=== Section Start ===

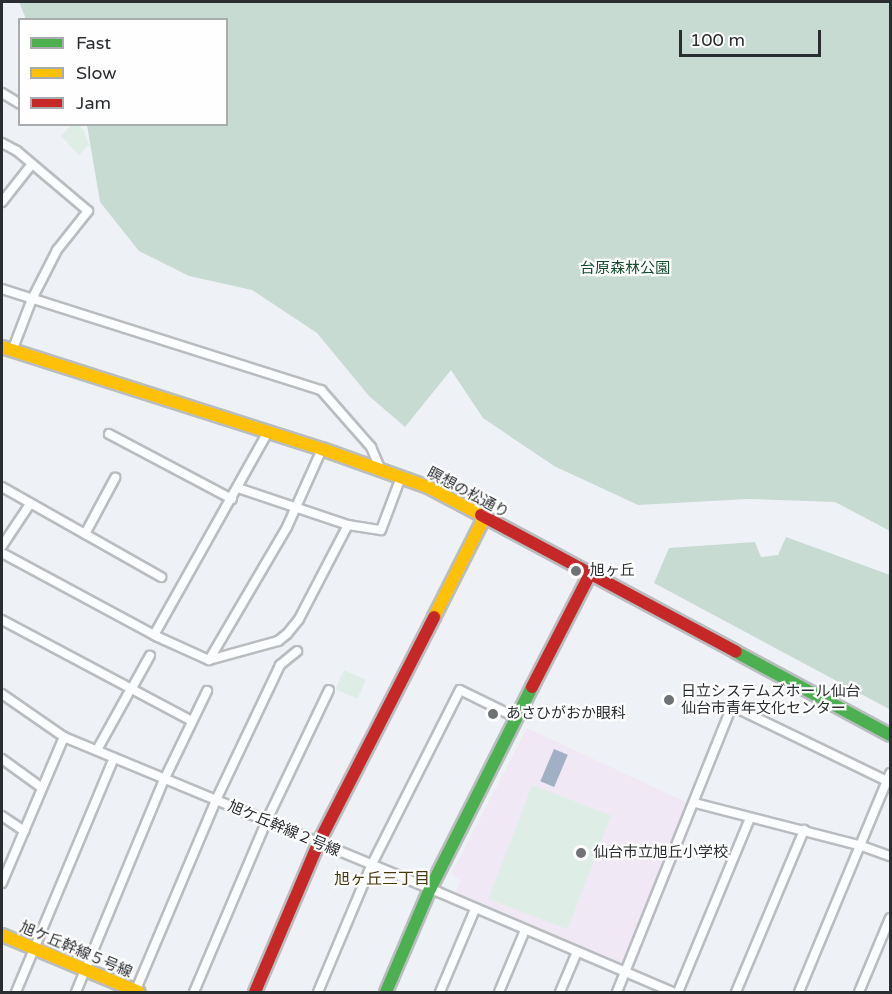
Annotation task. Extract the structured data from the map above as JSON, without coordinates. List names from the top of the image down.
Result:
{
  "streets": {
    "street": ["瞑想の松通り", "旭ケ丘幹線２号線", "旭ケ丘幹線５号線"]
  },
  "districts": ["旭ヶ丘三丁目"],
  "parks": ["台原森林公園"],
  "places": [
    "旭ヶ丘",
    "日立システムズホール仙台 仙台市青年文化センター",
    "あさひがおか眼科",
    "仙台市立旭丘小学校"
  ],
  "legend": ["Fast", "Slow", "Jam"],
  "scale_bar": "100 m"
}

=== Section End ===

**What is expected:** Leave the images aside and transcribe all entries exactly.

**Written answer:**
Annotation task. Extract the structured data from the map above as JSON, without coordinates. List names from the top of the image down.
Result:
{
  "streets": {
    "street": ["瞑想の松通り", "旭ケ丘幹線２号線", "旭ケ丘幹線５号線"]
  },
  "districts": ["旭ヶ丘三丁目"],
  "parks": ["台原森林公園"],
  "places": [
    "旭ヶ丘",
    "日立システムズホール仙台 仙台市青年文化センター",
    "あさひがおか眼科",
    "仙台市立旭丘小学校"
  ],
  "legend": ["Fast", "Slow", "Jam"],
  "scale_bar": "100 m"
}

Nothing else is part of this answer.